Friday, January 15, 2021

The Grace Year - Kim Liggett

The Grace Year
by Kim Liggett
Published October 8th 2019 by Wednesday Books

No one speaks of the grace year. It’s forbidden.

In Garner County, girls are told they have the power to lure grown men from their beds, to drive women mad with jealousy. They believe their very skin emits a powerful aphrodisiac, the potent essence of youth, of a girl on the edge of womanhood. That’s why they’re banished for their sixteenth year, to release their magic into the wild so they can return purified and ready for marriage. But not all of them will make it home alive.

Sixteen-year-old Tierney James dreams of a better life—a society that doesn’t pit friend against friend or woman against woman, but as her own grace year draws near, she quickly realizes that it’s not just the brutal elements they must fear. It’s not even the poachers in the woods, men who are waiting for a chance to grab one of the girls in order to make a fortune on the black market. Their greatest threat may very well be each other.

With sharp prose and gritty realism, The Grace Year examines the complex and sometimes twisted relationships between girls, the women they eventually become, and the difficult decisions they make in-between. 

5 Stars

Tierney James is entering her Grace Year, the 16th year of her life when she and the other Grace Year girls are sent away to protect the others from their magic. Grace Year girls leave for the woods knowing if they are to be married, and to whom, or if they'll be returning to work. But Tierney knows something goes on in the woods in that year, because the girls who do return are scarred and gaunt, and sometimes girls don't return at all. With just walls to protect them from the poachers that want to sell their body parts on the black market, Tierney knows she can survive the year, at least she could have until the girls are taken over by their magic. Now the poachers are no longer the biggest threat.

Tierney wasn't made to be veiled, there is no marriage that will ever suit her, she's prepared for a life in the fields, she sees what others don't in the power of work. She is her father's daughter. She's prepared to go along with The Grace Year, to make it through and return to life as she'd like it to be. She has dreams though, dreams that tell her that life could be another way, dreams that mean her magic is too strong. Those dreams keep her going, it lights a fire in her to see things another way, to not believe everything. Tierney questions everything and I so loved her for that. She's a well-developed, smart character and at just 16 she sees what others do not. She questions the misogyny of her community, she questions the power of the Grace Year, and she questions her parents and how they push her to let the feminist in her lie. She's such a powerful character and it was incredible to read about her climb out of the darkness.

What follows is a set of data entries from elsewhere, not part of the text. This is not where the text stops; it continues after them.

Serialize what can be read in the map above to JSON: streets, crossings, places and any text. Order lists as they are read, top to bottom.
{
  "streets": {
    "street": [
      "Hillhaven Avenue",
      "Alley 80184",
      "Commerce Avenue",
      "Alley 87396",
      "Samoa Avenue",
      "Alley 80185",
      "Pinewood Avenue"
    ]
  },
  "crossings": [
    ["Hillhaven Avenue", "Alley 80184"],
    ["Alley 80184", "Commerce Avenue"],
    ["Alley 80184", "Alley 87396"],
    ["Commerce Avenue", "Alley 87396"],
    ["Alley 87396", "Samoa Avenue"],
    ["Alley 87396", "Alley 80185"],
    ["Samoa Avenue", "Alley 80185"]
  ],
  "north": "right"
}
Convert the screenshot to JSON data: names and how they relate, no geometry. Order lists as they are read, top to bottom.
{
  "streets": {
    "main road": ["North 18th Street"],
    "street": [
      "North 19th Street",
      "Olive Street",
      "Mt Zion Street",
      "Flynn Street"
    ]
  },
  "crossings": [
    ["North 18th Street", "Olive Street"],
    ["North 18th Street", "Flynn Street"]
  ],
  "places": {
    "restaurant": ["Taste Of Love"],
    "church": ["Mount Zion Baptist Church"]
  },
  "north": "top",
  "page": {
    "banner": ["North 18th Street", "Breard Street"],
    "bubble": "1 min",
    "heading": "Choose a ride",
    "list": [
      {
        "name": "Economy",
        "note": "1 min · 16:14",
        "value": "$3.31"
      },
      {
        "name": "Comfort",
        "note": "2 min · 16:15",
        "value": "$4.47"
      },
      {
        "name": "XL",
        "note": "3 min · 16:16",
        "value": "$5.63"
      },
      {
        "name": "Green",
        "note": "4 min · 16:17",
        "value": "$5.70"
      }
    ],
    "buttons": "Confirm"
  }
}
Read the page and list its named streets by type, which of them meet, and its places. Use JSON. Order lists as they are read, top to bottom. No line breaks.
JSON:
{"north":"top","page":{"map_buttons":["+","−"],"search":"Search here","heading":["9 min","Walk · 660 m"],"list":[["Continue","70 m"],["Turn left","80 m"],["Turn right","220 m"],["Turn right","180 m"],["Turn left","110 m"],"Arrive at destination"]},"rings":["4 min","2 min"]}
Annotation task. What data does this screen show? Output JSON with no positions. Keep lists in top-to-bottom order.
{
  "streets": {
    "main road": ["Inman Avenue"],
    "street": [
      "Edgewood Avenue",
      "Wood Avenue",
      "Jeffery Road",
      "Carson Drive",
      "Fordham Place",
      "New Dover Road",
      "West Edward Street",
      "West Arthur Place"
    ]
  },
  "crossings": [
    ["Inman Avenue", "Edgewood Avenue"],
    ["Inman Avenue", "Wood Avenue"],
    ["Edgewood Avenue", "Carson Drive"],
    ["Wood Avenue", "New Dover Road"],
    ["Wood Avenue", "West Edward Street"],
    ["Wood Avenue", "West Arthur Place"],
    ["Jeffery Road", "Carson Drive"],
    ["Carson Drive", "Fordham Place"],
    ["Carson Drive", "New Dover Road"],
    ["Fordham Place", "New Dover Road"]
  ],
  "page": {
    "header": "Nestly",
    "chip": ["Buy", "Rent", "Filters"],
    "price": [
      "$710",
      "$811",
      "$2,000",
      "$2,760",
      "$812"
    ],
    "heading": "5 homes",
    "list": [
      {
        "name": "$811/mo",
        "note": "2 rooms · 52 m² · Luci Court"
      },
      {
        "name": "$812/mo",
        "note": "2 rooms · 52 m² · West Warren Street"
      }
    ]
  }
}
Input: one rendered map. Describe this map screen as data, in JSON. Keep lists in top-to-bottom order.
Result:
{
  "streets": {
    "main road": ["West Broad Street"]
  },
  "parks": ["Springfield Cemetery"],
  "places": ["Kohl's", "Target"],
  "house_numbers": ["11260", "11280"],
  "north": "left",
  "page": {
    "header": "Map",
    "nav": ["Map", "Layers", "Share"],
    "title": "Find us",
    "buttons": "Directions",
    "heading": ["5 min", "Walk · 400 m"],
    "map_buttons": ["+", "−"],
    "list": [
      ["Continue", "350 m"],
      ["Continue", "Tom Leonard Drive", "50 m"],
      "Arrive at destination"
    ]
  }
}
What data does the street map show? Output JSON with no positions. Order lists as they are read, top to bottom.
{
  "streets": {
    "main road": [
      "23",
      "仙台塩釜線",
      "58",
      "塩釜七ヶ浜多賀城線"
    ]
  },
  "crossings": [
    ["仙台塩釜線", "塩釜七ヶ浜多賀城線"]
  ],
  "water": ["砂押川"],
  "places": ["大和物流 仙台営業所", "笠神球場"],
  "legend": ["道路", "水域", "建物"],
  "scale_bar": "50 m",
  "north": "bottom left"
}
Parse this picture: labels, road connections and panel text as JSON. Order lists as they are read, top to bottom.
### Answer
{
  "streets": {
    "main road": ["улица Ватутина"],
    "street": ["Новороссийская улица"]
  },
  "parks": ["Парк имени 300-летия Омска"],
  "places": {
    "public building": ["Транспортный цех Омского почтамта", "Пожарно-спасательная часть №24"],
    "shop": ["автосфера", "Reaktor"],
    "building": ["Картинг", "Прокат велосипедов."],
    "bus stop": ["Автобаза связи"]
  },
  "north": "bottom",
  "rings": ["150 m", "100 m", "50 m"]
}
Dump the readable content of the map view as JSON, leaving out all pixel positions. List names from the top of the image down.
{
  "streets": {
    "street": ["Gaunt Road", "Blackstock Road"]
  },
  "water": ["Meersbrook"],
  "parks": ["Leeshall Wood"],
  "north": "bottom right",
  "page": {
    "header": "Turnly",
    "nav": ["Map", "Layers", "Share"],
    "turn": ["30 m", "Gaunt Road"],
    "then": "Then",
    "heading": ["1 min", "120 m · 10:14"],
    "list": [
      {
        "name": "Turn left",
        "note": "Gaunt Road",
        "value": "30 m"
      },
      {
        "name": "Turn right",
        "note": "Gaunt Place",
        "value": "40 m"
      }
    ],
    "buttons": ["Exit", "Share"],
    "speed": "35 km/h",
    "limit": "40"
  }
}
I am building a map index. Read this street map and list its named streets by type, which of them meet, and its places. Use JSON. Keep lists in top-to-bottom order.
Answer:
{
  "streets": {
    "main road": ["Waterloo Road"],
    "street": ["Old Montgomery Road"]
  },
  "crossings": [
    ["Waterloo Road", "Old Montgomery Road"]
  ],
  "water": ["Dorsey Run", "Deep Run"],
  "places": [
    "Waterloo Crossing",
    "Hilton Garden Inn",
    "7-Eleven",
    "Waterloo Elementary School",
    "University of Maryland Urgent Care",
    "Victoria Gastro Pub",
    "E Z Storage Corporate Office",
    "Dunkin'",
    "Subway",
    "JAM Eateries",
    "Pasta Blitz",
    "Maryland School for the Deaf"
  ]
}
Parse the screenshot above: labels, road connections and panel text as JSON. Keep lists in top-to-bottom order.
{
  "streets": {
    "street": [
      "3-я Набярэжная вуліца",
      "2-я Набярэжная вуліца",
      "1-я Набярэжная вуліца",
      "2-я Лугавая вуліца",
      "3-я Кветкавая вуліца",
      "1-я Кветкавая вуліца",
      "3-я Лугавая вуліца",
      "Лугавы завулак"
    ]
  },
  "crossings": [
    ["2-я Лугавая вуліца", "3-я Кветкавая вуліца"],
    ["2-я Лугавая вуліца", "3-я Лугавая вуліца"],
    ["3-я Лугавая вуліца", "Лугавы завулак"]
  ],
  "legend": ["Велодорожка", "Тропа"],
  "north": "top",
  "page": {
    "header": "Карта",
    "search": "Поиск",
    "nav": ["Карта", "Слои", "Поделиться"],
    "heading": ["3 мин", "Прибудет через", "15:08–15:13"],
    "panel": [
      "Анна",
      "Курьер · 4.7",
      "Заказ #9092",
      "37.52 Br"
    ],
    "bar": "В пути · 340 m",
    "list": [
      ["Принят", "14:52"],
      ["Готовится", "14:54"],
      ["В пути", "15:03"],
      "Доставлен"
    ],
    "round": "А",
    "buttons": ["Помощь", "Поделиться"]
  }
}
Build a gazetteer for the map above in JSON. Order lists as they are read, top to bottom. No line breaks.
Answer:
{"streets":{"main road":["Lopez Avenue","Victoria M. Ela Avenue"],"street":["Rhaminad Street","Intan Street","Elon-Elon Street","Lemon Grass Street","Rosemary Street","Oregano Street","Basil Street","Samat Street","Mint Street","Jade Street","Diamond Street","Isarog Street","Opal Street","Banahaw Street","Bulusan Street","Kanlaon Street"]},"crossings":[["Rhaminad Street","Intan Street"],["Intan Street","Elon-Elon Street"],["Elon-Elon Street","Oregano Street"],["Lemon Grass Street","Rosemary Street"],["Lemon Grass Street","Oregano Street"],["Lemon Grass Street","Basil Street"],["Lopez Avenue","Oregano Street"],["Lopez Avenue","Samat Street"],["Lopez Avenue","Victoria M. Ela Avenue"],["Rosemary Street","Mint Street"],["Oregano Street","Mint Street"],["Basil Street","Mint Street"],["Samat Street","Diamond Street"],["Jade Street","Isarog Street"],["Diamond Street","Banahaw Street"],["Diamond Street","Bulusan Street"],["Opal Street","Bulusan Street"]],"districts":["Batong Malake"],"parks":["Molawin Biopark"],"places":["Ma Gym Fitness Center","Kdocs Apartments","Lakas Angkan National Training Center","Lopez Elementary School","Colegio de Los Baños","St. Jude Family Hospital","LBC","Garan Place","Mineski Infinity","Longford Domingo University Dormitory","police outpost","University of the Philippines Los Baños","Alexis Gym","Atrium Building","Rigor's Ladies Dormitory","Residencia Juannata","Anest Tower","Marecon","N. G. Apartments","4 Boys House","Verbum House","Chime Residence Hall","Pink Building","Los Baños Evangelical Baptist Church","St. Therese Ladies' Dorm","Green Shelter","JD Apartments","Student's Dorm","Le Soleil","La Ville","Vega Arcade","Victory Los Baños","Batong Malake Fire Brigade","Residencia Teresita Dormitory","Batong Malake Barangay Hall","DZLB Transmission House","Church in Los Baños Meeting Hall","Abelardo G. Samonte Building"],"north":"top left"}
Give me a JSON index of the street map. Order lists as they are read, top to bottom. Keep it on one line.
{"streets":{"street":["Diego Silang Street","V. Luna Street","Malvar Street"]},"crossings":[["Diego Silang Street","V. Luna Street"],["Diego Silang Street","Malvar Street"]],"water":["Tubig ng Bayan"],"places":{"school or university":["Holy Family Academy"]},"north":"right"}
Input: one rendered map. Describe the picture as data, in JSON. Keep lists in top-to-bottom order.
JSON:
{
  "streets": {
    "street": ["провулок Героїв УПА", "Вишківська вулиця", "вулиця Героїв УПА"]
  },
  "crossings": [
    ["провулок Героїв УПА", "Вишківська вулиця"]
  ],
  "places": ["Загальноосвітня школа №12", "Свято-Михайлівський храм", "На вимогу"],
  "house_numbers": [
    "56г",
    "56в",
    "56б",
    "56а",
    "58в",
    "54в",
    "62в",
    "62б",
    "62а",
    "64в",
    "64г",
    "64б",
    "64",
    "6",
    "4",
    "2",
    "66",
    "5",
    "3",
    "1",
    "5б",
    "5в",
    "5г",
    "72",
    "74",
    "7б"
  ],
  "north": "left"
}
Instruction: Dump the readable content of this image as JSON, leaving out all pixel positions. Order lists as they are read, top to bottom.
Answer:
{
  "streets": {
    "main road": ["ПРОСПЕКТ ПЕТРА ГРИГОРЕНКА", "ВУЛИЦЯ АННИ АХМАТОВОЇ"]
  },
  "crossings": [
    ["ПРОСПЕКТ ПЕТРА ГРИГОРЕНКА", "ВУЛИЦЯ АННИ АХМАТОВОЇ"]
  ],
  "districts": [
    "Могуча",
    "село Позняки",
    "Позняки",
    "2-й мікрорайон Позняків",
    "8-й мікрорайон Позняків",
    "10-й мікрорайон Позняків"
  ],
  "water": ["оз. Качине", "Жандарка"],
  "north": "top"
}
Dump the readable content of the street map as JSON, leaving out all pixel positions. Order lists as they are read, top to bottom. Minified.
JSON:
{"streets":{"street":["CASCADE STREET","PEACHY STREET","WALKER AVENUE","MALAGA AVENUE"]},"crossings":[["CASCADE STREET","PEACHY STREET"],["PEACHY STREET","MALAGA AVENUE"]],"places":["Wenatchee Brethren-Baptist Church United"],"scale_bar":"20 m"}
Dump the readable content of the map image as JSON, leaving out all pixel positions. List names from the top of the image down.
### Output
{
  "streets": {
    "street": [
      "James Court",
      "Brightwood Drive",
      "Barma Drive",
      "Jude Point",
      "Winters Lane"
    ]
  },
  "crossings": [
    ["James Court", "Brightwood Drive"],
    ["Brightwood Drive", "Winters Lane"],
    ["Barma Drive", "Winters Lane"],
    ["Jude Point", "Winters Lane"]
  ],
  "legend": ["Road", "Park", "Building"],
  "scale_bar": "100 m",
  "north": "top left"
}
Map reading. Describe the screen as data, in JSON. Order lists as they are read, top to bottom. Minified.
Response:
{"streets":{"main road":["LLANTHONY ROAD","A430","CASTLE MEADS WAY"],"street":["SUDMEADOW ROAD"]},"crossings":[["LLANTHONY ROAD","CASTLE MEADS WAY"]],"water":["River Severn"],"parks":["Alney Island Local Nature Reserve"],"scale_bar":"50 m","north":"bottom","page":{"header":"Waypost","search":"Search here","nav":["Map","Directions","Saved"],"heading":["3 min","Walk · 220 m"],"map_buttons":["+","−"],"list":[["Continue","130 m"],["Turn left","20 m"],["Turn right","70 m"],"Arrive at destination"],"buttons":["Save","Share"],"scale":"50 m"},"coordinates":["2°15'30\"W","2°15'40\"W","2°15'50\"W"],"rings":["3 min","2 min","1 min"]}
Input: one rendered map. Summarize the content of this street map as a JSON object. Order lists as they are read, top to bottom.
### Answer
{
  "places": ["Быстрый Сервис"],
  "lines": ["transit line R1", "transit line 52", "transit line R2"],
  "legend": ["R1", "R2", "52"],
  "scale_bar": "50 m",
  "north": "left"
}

The dystopian aspect of The Grace Year isn't that surprising, the story has been done before, but I don't think it has been done so well. Kim Liggett is clever, she's made it a story about the power of females, the power of relationships, the power of knowledge, and the power of internal strength and self-worth. The girls give in to their power, they accept they will leave the walls of their temporary home gaunt, missing body parts, and meek, but it is the overcoming this that is so powerful. Tierney just never quits, not even when she faces enemies from all sides. No, this isn't the dystopian novel that ends with the whole world changing, but it is the groundwork to the change and I really enjoy getting to imagine the future of Tierney, The Grace Year girls, and their community.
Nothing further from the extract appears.